**EXERCISE DIRECTIONS**. Your job is to set down the stretch of entries that opens with the line containing "filter:drop-shadow(0 0 2px" and closes with the line containing "display:flex; align-items:center; gap:16px;". Keep both end lines, copy each exactly, and add nothing.

**MATERIAL SHOWN**.
────────────────────────────────────────

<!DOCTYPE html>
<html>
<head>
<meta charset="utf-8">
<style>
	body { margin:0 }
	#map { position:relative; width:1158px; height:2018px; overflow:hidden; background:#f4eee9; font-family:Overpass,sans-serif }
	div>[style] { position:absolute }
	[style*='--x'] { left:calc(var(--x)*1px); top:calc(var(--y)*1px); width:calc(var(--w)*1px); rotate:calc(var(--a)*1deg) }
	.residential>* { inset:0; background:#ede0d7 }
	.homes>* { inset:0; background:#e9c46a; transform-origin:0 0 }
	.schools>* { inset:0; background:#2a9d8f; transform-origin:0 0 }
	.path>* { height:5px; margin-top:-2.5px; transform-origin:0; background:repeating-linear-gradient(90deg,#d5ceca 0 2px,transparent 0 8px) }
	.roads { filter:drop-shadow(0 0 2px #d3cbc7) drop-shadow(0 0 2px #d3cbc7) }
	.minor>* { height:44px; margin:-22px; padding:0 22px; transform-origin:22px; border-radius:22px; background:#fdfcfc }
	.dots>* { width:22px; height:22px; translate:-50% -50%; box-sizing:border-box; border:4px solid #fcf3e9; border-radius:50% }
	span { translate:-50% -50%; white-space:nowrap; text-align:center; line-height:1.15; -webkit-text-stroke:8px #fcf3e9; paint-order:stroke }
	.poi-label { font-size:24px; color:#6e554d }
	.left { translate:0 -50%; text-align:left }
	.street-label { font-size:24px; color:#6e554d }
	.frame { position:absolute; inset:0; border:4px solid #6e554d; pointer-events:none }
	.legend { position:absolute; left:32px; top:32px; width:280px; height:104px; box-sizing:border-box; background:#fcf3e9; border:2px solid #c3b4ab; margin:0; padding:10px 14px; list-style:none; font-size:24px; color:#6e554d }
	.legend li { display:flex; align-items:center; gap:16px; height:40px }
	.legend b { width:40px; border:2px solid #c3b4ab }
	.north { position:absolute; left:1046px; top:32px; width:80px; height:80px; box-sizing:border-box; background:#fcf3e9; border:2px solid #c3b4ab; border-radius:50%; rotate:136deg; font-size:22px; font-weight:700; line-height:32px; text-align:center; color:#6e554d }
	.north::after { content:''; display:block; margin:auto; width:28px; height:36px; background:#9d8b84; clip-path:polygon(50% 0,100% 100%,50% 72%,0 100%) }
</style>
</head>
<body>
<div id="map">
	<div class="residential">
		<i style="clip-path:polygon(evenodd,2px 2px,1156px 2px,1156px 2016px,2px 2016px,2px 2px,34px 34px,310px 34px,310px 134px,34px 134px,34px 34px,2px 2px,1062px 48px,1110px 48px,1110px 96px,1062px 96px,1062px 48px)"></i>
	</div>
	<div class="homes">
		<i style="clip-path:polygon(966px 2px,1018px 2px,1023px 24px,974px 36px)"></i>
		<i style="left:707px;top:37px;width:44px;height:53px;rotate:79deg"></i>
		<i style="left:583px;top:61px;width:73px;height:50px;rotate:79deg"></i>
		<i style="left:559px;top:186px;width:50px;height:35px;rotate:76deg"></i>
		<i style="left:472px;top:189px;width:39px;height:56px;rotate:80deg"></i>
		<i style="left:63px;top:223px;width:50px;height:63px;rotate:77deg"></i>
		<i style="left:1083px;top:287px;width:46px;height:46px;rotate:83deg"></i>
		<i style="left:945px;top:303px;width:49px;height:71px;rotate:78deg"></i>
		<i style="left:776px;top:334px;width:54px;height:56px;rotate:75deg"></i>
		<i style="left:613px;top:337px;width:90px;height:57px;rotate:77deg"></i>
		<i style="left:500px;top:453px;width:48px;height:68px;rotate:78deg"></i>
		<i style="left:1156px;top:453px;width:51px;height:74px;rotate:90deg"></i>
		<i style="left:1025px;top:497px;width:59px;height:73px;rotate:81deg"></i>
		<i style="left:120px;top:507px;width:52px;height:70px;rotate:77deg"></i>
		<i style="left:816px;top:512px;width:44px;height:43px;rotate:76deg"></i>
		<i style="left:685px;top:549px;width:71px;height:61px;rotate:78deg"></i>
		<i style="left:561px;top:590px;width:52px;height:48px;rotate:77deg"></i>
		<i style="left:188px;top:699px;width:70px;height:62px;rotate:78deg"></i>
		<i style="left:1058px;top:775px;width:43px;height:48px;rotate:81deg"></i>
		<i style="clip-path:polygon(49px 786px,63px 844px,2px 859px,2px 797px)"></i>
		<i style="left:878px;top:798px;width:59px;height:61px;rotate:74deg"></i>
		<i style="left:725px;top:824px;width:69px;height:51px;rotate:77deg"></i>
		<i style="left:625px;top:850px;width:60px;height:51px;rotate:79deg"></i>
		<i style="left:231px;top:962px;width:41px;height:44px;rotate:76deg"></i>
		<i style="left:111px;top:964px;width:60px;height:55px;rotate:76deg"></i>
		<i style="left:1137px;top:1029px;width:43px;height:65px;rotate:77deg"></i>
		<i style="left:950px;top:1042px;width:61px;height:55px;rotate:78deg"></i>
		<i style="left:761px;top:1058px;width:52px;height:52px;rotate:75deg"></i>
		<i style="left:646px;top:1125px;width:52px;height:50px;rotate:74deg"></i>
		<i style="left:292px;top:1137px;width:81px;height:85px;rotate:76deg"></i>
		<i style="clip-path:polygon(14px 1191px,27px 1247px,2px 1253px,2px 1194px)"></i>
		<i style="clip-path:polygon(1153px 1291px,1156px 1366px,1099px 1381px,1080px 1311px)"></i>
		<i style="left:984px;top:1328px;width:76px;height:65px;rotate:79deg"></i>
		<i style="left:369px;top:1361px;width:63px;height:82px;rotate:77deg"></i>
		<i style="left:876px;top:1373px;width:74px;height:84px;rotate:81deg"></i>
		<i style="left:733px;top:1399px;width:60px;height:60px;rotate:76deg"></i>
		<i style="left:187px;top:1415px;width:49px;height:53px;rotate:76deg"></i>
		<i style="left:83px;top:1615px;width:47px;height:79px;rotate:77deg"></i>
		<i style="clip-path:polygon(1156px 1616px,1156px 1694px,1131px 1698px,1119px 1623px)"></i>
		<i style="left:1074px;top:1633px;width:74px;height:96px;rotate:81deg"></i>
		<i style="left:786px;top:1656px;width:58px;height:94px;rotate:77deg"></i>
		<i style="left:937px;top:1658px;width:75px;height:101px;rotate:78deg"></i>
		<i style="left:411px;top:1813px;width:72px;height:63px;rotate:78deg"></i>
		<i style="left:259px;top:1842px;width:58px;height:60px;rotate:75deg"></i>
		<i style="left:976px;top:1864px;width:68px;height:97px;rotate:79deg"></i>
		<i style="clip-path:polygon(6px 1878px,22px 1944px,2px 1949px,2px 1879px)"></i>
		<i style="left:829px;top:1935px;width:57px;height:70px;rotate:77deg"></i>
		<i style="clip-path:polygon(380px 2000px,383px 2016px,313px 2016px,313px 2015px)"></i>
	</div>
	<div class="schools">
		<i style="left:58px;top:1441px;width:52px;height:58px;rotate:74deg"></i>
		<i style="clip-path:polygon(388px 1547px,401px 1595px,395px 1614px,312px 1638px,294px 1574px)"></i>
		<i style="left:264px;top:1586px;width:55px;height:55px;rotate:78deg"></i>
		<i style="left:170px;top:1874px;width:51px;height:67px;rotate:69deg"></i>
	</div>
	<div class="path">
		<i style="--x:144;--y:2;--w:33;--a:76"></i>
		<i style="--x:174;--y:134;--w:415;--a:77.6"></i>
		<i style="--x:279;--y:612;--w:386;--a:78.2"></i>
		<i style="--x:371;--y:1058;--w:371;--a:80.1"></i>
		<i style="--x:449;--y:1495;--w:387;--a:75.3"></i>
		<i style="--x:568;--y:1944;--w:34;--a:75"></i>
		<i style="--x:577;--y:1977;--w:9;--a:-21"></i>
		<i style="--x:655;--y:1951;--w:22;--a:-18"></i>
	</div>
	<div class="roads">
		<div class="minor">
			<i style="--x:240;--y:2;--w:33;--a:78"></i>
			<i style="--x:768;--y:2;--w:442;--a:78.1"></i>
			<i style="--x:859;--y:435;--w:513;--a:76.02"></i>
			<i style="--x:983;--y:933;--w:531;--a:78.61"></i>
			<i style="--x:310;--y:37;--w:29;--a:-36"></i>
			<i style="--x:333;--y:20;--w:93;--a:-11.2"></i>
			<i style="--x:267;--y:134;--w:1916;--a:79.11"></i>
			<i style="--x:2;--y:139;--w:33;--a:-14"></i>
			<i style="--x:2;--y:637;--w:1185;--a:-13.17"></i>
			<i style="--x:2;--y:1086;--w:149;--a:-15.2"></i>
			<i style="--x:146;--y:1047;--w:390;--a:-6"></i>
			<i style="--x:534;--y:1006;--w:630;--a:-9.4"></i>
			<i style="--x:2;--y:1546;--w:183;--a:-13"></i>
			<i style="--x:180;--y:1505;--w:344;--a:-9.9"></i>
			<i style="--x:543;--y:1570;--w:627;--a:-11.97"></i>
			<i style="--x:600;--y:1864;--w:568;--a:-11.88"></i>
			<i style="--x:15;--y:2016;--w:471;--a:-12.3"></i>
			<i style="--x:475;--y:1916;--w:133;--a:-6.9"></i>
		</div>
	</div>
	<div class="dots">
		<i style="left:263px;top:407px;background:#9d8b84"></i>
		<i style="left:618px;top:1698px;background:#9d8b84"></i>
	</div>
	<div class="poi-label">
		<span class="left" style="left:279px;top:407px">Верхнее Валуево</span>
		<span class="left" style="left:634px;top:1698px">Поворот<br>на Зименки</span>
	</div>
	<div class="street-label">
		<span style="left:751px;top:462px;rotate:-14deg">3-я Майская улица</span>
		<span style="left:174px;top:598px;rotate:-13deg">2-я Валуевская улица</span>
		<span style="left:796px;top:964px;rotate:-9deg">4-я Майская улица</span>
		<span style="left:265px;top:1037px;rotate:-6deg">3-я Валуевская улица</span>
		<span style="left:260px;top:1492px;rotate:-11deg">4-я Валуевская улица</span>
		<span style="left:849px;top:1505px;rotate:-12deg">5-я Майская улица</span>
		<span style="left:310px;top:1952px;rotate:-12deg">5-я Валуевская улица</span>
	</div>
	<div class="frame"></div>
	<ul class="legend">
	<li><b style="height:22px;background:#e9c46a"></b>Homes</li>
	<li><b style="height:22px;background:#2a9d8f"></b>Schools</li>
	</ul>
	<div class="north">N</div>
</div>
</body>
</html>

────────────────────────────────────────

**RESPONSE TO THE TASK**.
	.roads { filter:drop-shadow(0 0 2px #d3cbc7) drop-shadow(0 0 2px #d3cbc7) }
	.minor>* { height:44px; margin:-22px; padding:0 22px; transform-origin:22px; border-radius:22px; background:#fdfcfc }
	.dots>* { width:22px; height:22px; translate:-50% -50%; box-sizing:border-box; border:4px solid #fcf3e9; border-radius:50% }
	span { translate:-50% -50%; white-space:nowrap; text-align:center; line-height:1.15; -webkit-text-stroke:8px #fcf3e9; paint-order:stroke }
	.poi-label { font-size:24px; color:#6e554d }
	.left { translate:0 -50%; text-align:left }
	.street-label { font-size:24px; color:#6e554d }
	.frame { position:absolute; inset:0; border:4px solid #6e554d; pointer-events:none }
	.legend { position:absolute; left:32px; top:32px; width:280px; height:104px; box-sizing:border-box; background:#fcf3e9; border:2px solid #c3b4ab; margin:0; padding:10px 14px; list-style:none; font-size:24px; color:#6e554d }
	.legend li { display:flex; align-items:center; gap:16px; height:40px }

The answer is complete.